## What you should do:
Your answer should be exactly the lines from the one that contains "I am building" through the final line of the entries below, and nothing else.

+-------+

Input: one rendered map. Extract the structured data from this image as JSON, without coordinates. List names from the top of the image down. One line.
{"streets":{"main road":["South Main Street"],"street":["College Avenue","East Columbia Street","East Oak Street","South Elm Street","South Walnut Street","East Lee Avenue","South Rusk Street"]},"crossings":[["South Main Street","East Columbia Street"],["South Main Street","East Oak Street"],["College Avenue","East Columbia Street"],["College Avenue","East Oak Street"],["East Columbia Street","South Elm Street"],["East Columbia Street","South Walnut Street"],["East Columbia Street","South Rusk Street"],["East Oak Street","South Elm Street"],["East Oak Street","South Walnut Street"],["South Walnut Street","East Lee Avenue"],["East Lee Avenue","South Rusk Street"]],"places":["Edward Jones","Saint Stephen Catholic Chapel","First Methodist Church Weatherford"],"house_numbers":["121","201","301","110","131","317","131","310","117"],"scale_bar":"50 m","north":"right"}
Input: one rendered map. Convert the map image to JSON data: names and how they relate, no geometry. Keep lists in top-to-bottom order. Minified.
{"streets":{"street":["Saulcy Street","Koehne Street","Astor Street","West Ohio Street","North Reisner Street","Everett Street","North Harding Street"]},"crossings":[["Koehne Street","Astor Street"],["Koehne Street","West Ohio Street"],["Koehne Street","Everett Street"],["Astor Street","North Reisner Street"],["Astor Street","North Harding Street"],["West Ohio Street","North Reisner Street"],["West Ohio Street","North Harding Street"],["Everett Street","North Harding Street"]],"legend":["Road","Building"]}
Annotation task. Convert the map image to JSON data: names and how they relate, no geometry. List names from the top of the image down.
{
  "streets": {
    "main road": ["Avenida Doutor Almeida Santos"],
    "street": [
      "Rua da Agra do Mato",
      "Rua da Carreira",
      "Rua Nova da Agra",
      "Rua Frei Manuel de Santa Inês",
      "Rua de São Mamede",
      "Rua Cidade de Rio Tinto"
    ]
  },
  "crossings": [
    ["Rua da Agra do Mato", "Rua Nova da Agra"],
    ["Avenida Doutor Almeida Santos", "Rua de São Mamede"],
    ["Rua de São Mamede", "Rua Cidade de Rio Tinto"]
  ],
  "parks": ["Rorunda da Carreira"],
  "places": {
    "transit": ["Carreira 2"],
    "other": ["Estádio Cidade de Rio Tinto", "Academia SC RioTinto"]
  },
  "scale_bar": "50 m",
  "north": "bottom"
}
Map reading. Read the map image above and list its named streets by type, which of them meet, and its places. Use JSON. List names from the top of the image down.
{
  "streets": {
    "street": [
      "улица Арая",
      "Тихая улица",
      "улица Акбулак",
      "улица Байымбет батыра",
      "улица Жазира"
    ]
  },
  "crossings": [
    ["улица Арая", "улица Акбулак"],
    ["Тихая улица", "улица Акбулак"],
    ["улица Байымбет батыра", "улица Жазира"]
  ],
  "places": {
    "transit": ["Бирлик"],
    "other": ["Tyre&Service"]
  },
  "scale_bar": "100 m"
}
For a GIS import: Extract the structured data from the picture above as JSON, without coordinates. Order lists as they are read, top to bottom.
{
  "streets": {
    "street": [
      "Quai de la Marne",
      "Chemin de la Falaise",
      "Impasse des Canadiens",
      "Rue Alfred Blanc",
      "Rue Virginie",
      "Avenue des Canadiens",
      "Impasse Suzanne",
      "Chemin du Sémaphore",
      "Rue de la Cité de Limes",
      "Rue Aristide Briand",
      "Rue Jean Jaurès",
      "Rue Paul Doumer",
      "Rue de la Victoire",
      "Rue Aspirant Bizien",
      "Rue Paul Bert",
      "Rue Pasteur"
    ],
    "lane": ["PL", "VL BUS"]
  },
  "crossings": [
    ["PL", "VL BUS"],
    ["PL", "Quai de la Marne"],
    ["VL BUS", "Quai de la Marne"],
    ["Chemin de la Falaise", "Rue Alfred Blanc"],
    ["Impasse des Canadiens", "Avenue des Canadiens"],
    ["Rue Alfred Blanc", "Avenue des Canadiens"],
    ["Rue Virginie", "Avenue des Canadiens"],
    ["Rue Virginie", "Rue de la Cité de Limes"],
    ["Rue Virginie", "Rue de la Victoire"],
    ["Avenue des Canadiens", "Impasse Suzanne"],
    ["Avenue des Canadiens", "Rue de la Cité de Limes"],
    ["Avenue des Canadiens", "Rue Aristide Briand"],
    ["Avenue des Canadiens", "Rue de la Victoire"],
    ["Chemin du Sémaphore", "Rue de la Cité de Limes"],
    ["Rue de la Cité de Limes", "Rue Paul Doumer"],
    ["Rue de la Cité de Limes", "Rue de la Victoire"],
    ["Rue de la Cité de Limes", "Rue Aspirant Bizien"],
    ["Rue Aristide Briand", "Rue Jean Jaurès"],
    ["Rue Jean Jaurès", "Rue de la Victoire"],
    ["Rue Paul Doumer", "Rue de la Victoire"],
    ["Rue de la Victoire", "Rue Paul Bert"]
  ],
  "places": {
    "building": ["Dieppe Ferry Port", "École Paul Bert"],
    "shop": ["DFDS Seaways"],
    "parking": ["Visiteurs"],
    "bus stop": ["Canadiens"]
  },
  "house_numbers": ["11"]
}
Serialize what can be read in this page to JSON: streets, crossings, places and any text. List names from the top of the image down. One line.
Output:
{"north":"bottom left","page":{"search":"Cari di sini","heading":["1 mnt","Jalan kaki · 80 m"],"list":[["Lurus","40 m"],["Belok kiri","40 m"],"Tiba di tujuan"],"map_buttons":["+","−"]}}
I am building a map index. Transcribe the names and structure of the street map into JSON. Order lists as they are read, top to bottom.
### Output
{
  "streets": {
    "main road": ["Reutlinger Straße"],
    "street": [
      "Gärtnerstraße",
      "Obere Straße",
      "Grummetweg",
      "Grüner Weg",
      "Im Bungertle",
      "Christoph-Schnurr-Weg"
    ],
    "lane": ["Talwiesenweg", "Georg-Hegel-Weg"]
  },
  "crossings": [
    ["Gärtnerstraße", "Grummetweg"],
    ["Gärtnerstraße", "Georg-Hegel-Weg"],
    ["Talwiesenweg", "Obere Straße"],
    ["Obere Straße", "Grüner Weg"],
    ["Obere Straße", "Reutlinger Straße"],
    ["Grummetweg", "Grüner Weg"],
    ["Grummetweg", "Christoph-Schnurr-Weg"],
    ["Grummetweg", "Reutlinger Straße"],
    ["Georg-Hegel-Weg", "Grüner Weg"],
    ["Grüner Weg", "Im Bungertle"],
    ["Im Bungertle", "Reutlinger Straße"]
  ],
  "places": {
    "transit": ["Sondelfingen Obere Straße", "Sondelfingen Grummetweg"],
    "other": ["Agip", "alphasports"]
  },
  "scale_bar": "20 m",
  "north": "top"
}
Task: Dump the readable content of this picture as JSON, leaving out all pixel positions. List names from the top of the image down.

+-------+

## Exercise result:
I am building a map index. Transcribe the names and structure of the street map into JSON. Order lists as they are read, top to bottom.
### Output
{
  "streets": {
    "main road": ["Reutlinger Straße"],
    "street": [
      "Gärtnerstraße",
      "Obere Straße",
      "Grummetweg",
      "Grüner Weg",
      "Im Bungertle",
      "Christoph-Schnurr-Weg"
    ],
    "lane": ["Talwiesenweg", "Georg-Hegel-Weg"]
  },
  "crossings": [
    ["Gärtnerstraße", "Grummetweg"],
    ["Gärtnerstraße", "Georg-Hegel-Weg"],
    ["Talwiesenweg", "Obere Straße"],
    ["Obere Straße", "Grüner Weg"],
    ["Obere Straße", "Reutlinger Straße"],
    ["Grummetweg", "Grüner Weg"],
    ["Grummetweg", "Christoph-Schnurr-Weg"],
    ["Grummetweg", "Reutlinger Straße"],
    ["Georg-Hegel-Weg", "Grüner Weg"],
    ["Grüner Weg", "Im Bungertle"],
    ["Im Bungertle", "Reutlinger Straße"]
  ],
  "places": {
    "transit": ["Sondelfingen Obere Straße", "Sondelfingen Grummetweg"],
    "other": ["Agip", "alphasports"]
  },
  "scale_bar": "20 m",
  "north": "top"
}
Task: Dump the readable content of this picture as JSON, leaving out all pixel positions. List names from the top of the image down.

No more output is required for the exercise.